I’ve been up all through the night with stomach cramps that feeling like I’m being kicked. I’d tell you more, but, you know, TMI.

When the alarm rang at 5AM, I knew there was now way I could go in. I needed a sub.

For many teachers, preparing for and cleaning up after a substitute is a nightmare. We will just drag our weak, sniffily, infectious bodies into school rather than surrender control of our classroom to a substitute.

I’ve written about how I manage my class when I’m away several times over the years. When I was working in Oakland California, the school culture around substitute was so toxic, that I needed fairly drastic methods to ensure that my students were well behaved and productive in my absence.

This year, I’ve discovered some new tools that make managing substitute days even easier. Adding these new tools, with some of my tried-and-true practices from the past, I offer for your consideration six steps to a stress-fee sick day.

  1. Meaningful Work. This is important all the time, but extra true when I’m away. My 11th graders don’t do worksheets, answers basic comprehension questions about their reading, or take quizzes. Instead, they engage deeply with primary source documents, gather evidence from these documents, analyze it, and write papers. This week, they’re researching the 1794 Congressional race in Philadelphia.
  2. Cooperative Teams. My students sit in tables, rather than in rows. Each table consist of three to five students who collaborate on their papers. Yes, conflicts arise. Some students think that they can free-ride on the work of others. I’m okay with this, not because I’m okay with free-riders, but because I want my students to learn conflict-resolution and leadership skills.  When these issues come up, I ask my team to try two different solutions to the problem before I intervene. They have to create the solution, tell me what they are going to do, then report back after a week and let me know how the solution went. Give two chances to solve the problem; I’m rarely needed to fit it for them.
  3. Limited Control and Responsibility for their Time. At the beginning of each paper/project, I set up the calendar of due dates, and those dates don’t change just because I’m not here. Teams learn that they have some limited autonomy and control over their time. They also learn that if they waste time in class, they will have to assign themselves homework, because the deadlines don’t move.
  4. Project Managers (PMs).  Just last year, I started stealing some ideas from the stories my ex-wife would tell me about her job as a project manager in Silicon Valley. After the first couple of papers, I organize the teams so that my students will have jobs. During these semi-agile projects, “agile” being the style of management from which I stole and adapted these ideas, each team has a manager whom I meet with daily. I count on my PMs to make sure their teams are working and staying on task. The managers are responsible to decide who on their team was going the extra mile or not pulling their weight. Eventually, everyone gets a chance to lead a team and develop their skills.
  5. Google Docs and Email. My school district does a nice job of encouraging students to use their in-house Gmail accounts. As I got my sub-plans together yesterday, I email each of my project managers with the news that I was sick and what I needed each team to do that day. At the end of each period, I got a group of replies letting me know each teams progress. Because they write their papers, keep their notes, and analyze thier documents using Google tools that they share with me, I can watch them work in real time or look at thier progress whenever I have some extra time.
  6. Trust and Honesty. Most of my teams are on-track and doing well on their paper. One team is a day behind and assigned themselves homework. A second team is struggling getting one of the team members to contribute and the PM has called a team meeting for today. I spend a lot of time at the begining of the year building trusting relationships in my classroom. Days like yesterday are when that social and emotional work pay off.

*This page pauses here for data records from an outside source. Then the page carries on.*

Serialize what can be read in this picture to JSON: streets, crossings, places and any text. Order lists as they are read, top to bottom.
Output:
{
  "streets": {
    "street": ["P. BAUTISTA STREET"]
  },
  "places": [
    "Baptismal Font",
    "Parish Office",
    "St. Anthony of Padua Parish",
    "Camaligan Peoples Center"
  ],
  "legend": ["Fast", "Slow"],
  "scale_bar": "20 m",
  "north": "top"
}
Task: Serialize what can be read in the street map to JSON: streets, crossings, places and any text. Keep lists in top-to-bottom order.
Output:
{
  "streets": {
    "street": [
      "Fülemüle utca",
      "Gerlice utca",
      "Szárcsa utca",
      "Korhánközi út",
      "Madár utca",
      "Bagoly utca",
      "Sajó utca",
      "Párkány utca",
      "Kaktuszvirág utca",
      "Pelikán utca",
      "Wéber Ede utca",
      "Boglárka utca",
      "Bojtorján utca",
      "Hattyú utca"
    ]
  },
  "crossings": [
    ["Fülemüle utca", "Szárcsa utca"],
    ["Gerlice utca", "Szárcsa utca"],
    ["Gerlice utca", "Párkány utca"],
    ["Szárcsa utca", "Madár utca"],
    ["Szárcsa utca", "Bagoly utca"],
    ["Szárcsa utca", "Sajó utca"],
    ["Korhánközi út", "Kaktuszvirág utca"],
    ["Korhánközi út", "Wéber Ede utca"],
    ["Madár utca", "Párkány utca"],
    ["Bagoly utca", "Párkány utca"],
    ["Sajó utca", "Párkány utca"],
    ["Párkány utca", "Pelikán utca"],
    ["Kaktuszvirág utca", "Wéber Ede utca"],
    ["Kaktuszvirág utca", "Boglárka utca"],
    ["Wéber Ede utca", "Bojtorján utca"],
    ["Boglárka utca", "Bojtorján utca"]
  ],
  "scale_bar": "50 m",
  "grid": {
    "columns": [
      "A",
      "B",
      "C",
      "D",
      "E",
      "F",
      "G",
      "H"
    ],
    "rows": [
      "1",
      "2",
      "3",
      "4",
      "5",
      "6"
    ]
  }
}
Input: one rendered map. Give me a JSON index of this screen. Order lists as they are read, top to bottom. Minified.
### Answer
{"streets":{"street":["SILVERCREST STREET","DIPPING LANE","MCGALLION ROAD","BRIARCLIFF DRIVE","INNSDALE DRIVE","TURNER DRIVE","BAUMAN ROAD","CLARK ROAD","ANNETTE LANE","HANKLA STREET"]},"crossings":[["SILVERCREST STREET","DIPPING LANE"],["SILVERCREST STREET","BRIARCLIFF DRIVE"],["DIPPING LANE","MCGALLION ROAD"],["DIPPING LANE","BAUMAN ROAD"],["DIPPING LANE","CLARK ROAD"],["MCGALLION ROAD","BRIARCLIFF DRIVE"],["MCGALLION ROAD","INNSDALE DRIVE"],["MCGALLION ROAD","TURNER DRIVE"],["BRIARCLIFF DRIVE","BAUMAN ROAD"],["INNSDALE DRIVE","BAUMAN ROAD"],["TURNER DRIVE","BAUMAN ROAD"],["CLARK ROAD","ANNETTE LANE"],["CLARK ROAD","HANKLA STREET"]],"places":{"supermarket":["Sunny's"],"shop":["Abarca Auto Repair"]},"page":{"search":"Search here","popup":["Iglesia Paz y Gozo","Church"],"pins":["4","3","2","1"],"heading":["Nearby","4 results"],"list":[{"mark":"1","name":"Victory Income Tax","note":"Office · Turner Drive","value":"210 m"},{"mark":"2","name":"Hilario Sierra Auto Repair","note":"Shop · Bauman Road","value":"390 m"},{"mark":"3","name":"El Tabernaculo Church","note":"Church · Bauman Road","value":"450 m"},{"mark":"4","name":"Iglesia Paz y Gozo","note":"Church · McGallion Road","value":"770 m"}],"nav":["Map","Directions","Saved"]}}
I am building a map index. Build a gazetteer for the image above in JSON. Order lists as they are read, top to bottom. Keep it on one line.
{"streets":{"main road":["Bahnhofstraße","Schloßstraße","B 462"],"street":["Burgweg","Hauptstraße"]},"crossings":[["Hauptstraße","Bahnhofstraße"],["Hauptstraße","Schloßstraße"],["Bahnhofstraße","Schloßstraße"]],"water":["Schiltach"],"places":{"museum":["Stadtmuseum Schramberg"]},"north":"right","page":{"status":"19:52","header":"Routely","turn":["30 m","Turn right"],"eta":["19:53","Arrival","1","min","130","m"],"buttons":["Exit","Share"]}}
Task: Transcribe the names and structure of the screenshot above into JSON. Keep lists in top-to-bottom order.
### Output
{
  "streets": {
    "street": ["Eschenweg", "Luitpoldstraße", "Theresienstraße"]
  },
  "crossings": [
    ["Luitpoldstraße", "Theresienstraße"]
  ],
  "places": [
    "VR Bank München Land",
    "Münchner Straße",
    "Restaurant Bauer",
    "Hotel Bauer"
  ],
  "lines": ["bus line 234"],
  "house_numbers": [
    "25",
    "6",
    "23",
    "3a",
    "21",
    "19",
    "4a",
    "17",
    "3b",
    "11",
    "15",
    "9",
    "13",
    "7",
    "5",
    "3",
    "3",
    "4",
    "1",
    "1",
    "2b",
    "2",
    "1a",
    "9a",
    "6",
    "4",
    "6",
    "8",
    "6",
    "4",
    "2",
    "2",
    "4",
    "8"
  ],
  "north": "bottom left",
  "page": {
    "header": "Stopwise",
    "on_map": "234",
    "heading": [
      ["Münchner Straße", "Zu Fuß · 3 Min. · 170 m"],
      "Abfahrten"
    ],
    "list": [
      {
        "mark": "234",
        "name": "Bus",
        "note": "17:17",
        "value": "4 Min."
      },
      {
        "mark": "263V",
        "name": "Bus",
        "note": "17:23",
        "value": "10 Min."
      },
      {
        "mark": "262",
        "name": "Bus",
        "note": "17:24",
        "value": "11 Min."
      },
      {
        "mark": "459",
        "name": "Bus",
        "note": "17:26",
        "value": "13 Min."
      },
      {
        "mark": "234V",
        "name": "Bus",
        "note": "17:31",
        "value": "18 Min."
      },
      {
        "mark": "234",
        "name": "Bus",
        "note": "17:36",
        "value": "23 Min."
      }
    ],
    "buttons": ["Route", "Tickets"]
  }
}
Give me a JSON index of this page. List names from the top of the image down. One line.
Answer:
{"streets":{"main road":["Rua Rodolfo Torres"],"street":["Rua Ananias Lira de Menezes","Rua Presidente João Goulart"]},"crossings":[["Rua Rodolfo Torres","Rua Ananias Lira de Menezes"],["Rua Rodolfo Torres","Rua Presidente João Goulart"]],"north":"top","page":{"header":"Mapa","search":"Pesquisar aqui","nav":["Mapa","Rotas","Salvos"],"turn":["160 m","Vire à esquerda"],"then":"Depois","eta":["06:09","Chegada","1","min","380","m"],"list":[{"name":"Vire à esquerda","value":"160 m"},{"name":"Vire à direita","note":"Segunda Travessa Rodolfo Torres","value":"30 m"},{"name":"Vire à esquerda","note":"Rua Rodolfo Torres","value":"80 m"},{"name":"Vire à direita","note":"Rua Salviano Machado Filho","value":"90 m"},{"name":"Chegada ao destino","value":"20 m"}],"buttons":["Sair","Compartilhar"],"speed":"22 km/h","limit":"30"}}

Does it work perfectly? No. But it nearly does. Over the past eight years, I’ve had far, far more happy notes from substitutes than angry ones. As I sit here and write this, I can think of only two occasions when I have had to adjust our project calendar because too much time was wasted while I was out sick.

This is how I make my sub-days count.

What about you? How do you make sure that your students are productive and learning when you have to stay home?